┌────────

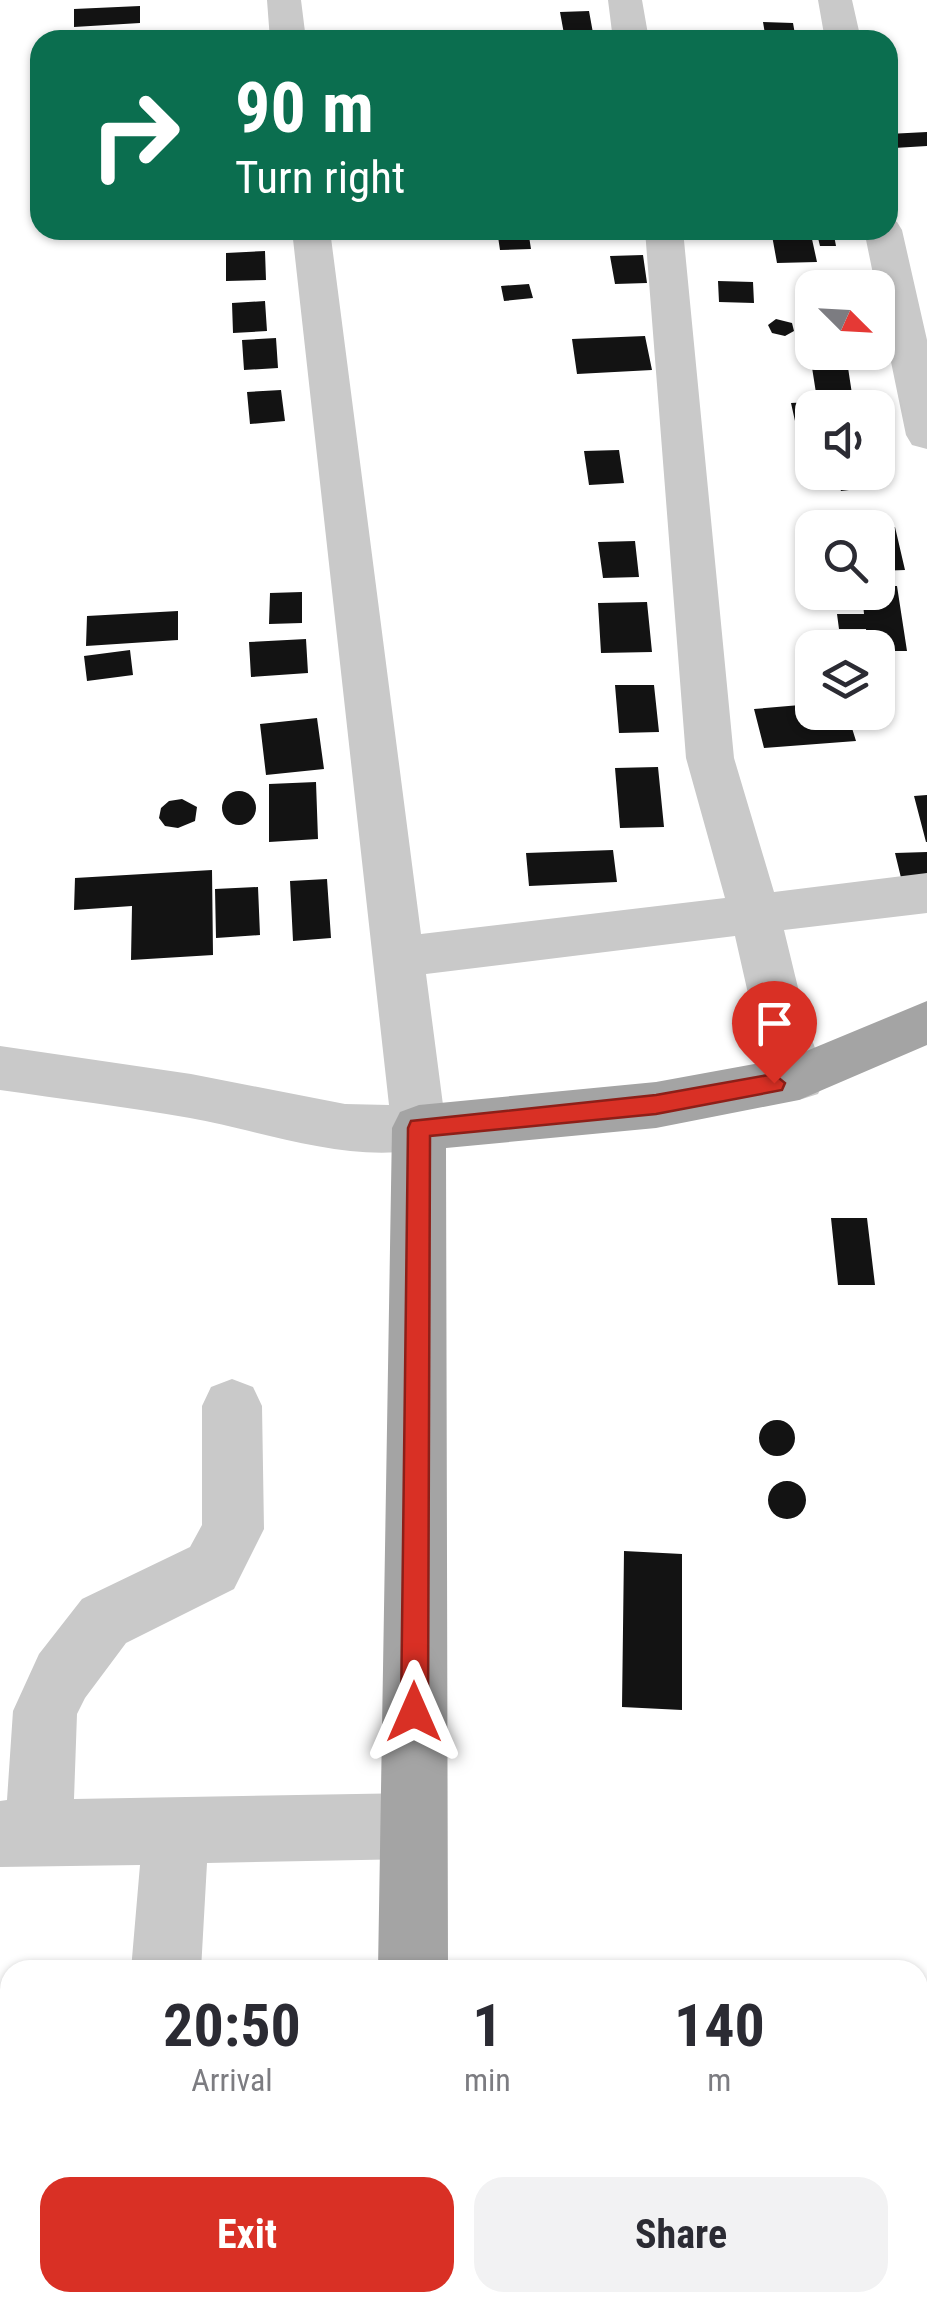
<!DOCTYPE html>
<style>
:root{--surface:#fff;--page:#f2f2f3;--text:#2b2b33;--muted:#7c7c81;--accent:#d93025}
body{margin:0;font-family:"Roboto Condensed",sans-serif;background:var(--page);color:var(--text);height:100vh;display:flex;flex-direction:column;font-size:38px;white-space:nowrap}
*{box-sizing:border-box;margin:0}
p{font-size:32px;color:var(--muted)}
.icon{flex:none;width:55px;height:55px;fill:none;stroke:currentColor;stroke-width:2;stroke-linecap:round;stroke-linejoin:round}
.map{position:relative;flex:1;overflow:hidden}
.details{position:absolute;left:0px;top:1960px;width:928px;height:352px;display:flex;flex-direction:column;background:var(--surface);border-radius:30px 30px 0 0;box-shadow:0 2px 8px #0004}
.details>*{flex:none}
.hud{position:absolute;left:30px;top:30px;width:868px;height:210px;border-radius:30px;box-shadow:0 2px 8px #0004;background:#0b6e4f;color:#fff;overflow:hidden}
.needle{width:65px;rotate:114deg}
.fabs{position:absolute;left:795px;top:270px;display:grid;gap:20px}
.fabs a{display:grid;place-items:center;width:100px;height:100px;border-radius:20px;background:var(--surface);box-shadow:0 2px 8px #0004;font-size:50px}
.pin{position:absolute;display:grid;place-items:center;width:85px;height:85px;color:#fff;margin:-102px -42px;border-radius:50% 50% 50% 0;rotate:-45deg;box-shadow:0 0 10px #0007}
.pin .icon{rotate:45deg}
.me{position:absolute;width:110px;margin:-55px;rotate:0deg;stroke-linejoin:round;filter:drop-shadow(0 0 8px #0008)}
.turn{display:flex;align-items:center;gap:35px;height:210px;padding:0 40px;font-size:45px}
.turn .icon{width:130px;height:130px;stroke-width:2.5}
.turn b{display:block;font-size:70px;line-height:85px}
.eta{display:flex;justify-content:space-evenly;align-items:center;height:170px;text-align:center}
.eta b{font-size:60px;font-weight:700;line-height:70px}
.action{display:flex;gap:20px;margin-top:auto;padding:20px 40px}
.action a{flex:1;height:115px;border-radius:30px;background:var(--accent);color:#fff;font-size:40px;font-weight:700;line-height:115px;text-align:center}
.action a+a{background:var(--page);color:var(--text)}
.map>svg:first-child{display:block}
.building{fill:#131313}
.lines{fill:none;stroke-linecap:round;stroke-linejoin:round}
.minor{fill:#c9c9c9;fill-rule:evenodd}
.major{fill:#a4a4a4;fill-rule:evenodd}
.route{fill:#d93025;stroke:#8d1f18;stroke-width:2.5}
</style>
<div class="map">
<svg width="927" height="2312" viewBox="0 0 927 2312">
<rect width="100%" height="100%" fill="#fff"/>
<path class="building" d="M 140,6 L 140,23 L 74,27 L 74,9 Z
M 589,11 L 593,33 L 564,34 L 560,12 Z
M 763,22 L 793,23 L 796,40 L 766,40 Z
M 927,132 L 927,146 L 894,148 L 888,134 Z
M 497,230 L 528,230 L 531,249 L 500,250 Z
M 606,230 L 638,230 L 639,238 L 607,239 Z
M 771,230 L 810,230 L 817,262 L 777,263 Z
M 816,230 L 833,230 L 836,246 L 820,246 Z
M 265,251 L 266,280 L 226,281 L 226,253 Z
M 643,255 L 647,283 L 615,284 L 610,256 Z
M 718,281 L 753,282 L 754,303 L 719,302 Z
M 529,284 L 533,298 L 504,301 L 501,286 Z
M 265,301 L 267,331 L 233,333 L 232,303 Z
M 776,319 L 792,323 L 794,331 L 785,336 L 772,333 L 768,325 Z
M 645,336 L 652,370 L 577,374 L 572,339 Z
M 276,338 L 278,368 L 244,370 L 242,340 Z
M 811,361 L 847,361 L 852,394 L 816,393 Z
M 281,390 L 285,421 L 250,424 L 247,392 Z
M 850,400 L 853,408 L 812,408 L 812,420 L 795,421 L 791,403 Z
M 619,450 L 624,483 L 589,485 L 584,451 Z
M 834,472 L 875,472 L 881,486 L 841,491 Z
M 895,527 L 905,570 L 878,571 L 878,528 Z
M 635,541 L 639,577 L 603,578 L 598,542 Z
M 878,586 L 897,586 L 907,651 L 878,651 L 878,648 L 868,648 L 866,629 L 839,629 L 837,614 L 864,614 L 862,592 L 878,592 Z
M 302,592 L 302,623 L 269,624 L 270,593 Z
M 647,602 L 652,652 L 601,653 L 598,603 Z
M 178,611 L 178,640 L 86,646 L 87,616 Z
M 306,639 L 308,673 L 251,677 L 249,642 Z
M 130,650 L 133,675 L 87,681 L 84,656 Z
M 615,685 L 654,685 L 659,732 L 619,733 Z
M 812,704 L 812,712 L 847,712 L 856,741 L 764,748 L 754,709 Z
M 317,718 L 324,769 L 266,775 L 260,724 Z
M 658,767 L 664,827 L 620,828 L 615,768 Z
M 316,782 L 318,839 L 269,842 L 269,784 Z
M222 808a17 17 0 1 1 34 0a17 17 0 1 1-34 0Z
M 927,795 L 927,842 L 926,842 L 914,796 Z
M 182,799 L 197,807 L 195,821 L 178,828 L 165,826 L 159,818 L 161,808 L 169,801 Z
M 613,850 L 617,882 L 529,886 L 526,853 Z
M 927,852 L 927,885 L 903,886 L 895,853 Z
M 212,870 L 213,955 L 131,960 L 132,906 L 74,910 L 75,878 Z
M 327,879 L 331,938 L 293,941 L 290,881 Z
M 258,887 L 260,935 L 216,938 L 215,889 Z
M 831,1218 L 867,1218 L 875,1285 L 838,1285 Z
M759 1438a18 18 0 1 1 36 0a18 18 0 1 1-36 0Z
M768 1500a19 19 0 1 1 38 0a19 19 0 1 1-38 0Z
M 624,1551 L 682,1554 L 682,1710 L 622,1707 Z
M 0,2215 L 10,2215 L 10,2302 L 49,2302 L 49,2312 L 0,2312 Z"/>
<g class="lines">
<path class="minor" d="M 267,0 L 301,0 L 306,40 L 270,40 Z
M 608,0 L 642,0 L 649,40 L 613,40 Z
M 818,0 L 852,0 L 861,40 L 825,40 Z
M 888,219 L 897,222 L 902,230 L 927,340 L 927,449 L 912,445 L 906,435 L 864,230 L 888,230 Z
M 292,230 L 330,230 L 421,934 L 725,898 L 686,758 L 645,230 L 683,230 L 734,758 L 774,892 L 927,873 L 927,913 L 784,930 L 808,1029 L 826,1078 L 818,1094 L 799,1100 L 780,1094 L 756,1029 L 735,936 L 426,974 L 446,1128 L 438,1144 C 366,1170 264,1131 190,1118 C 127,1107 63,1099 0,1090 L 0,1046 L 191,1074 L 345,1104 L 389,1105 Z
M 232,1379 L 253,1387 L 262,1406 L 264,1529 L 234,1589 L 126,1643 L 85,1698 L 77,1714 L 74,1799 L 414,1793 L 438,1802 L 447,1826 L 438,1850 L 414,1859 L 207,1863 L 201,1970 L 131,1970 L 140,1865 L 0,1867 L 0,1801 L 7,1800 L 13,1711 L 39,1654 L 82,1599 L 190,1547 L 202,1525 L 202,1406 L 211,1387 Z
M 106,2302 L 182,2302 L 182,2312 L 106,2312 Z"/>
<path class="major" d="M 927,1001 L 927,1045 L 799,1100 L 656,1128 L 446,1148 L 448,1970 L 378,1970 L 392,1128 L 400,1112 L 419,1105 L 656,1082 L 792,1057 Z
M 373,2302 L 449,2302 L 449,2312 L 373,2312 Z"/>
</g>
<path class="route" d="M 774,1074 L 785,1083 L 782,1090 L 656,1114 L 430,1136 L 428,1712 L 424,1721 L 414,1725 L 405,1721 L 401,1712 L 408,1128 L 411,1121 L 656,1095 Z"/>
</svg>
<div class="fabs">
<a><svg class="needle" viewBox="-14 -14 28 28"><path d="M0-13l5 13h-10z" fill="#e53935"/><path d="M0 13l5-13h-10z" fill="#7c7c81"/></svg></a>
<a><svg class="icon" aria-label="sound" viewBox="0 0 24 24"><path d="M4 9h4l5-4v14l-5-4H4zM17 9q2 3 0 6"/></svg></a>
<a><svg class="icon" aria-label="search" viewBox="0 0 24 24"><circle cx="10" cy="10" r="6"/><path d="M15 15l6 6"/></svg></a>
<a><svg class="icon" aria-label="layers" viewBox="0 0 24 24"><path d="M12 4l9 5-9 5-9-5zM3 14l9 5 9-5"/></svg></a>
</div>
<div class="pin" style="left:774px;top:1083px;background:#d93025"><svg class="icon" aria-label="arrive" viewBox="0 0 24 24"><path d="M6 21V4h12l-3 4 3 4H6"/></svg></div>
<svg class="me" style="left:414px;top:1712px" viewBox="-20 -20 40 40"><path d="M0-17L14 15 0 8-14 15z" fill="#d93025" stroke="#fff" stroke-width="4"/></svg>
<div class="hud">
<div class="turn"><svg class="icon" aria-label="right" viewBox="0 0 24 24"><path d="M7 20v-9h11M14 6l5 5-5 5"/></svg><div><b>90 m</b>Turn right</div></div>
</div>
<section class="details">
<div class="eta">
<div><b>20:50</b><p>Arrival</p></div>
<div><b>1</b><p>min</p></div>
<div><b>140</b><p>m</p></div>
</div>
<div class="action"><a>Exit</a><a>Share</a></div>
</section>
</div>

└────────

• [Work instructions] Where a line of the records above holds the word "linejoin", count it; give the total as a single number and nothing else.

• [Your response] 3